SUNDAR PICHAI: There is, look, I mean our entire, mean the, the growth in cloud like Vertex AI is up 40x in usage on a token basis just in the last 12 months. So obviously, you know, we have billions of dollars in providing AI based solutions in AI as an infrastructure. AI subscriptions. So there are many, many new businesses.

AI Content and the Web

EMILY CHANG: YouTube and the web more broadly is being overrun with AI generated content. What effect is that having on Google products and services are you finding you need to allocate more resources to filter out the low quality content.

SUNDAR PICHAI: I mean look, anytime there are these technological inflection points, it’s always a cat and mouse game, right? So the new technology creates new opportunity, more people can create content, but you also have a rise in low quality content. I think moments like this is what we actually. It’s what Google is good at, right? Separating, finding the needle in the haystack, making sure you surface the higher quality content. We are using Gemini to help improve YouTube’s recommendations. So we’re using AI to help improve how we direct content, etc. You know there are good content being created using AI as well. So we’re just trying to elevate high quality content.

EMILY CHANG: There is a lot of anxiety out there about the health of the open web. You know, AI as you just, it relies on the good stuff, like it relies on high quality content. As you push further into AI generated content, does that undermine the entire system? Like does the web become just a watered down version of itself?

SUNDAR PICHAI: Look, it’s another area, you know, people have had questions about the web now for the past 10, 20 years, right? I said this during I/O but if you look at the index, we index the web, the number of web pages that we are indexing is up 45% just in the last two years alone.

EMILY CHANG: What about the last two months?

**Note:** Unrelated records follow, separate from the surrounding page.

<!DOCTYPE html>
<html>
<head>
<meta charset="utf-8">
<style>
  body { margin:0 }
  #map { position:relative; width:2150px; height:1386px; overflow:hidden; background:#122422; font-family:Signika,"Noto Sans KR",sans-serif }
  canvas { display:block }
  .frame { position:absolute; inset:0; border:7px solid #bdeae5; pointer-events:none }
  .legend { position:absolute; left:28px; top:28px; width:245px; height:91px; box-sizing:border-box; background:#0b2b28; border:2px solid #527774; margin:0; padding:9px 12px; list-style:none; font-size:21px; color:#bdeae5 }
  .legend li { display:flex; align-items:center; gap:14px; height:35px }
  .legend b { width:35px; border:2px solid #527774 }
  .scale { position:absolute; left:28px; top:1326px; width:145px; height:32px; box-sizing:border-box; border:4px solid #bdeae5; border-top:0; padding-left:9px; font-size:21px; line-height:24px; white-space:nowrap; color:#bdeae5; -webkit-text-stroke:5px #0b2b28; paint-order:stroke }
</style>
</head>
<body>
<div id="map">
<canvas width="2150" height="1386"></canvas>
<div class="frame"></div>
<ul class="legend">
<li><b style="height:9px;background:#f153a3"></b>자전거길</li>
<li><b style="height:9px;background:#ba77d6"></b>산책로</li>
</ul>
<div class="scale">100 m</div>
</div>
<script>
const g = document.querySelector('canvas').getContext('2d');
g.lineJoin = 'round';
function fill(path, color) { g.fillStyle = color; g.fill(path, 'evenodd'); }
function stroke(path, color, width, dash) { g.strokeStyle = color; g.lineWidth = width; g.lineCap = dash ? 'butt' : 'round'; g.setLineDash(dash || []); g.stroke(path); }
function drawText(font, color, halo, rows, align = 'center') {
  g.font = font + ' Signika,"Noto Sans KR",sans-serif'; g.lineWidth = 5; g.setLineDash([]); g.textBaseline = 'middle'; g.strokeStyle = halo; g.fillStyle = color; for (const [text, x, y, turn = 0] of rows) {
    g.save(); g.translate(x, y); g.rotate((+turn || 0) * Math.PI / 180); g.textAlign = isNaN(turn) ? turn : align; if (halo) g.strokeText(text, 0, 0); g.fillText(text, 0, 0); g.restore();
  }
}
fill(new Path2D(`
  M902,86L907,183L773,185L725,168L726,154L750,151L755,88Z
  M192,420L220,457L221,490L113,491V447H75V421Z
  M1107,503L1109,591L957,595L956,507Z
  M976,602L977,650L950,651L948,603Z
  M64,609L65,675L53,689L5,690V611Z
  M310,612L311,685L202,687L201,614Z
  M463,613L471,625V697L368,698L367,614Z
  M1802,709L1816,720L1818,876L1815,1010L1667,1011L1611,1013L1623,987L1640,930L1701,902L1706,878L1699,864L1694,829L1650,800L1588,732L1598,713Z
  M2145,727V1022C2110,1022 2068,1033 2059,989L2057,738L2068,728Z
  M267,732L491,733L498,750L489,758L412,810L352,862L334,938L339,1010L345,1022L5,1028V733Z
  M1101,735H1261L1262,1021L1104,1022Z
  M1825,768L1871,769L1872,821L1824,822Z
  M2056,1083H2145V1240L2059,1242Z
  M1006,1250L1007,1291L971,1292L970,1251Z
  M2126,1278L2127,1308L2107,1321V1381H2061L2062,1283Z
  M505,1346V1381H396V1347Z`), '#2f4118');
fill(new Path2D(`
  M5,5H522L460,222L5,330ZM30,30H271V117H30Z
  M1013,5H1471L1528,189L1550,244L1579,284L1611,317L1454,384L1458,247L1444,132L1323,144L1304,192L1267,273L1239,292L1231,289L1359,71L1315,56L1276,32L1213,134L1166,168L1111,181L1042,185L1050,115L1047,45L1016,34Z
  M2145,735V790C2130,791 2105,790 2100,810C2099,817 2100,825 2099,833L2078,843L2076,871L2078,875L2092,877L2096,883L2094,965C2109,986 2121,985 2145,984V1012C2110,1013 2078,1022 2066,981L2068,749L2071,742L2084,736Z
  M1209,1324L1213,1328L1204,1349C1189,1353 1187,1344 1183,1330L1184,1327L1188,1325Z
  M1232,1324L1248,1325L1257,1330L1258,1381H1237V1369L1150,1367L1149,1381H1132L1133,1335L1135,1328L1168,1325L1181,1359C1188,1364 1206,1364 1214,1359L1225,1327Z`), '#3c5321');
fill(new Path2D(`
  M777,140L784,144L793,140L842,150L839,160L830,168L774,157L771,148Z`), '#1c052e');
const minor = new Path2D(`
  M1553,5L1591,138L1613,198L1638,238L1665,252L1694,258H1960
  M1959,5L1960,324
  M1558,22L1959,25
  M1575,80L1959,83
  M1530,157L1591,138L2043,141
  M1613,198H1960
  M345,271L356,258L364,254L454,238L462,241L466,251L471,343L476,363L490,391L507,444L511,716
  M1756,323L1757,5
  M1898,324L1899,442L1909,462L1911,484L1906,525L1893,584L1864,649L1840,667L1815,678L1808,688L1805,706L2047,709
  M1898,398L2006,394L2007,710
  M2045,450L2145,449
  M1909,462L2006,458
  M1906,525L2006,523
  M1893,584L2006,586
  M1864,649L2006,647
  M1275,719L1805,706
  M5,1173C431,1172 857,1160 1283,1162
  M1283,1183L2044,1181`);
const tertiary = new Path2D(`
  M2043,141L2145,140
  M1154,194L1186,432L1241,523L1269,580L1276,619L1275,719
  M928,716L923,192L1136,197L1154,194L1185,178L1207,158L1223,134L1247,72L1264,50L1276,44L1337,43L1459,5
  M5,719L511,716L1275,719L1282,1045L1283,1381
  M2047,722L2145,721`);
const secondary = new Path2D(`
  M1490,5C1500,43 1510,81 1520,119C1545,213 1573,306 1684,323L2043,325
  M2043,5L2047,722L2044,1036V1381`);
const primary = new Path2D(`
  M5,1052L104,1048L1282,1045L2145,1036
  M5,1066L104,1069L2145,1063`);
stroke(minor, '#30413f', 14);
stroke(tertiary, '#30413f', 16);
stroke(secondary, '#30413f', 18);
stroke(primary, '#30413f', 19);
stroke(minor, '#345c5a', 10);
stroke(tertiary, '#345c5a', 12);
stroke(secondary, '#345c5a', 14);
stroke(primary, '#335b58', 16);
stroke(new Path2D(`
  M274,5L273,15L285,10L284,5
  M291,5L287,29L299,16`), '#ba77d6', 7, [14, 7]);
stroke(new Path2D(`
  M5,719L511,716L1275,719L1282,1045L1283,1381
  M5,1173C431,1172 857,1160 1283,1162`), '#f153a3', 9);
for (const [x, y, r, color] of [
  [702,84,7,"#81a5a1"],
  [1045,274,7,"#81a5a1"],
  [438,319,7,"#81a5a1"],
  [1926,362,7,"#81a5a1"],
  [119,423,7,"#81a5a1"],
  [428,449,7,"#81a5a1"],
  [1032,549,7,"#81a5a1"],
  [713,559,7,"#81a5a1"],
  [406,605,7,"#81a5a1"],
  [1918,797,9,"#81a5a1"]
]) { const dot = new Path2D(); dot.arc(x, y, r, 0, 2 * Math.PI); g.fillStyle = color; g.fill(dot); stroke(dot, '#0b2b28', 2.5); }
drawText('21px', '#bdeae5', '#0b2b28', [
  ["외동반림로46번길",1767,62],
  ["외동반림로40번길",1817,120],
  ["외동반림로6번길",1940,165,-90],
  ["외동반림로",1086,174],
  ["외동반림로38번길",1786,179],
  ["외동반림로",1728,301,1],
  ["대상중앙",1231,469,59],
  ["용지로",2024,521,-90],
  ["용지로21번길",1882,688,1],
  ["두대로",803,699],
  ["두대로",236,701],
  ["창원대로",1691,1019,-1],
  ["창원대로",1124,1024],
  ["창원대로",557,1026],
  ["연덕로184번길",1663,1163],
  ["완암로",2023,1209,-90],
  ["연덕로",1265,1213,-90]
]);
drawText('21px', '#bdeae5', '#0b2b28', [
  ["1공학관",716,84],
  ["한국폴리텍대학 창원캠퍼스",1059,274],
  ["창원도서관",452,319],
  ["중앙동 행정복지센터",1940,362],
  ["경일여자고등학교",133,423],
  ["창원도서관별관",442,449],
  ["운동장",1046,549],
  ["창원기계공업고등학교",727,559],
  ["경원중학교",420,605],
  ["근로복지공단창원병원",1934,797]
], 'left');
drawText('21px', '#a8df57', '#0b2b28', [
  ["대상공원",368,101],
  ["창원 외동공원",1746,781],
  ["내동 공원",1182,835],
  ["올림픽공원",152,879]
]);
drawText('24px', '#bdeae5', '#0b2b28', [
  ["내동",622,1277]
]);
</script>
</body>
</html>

SUNDAR PICHAI: The there’s just definitely people are creating a lot more content. I do think creation is getting easier, not just in web across. If you look at YouTube, et cetera, the amount of content is exploding. And so I do think as content creator you have to think about many, many modalities, platforms, et cetera. But the opportunity space gets bigger.

AI Overviews and Publishers

EMILY CHANG: You’ve said AI overviews are good for publishers. The publishers we talk to say it’s tragic. Studies show dropping click through rates. I’m not always, I don’t always click through When I see an AI overview, you’re answering the question for me right there on Google.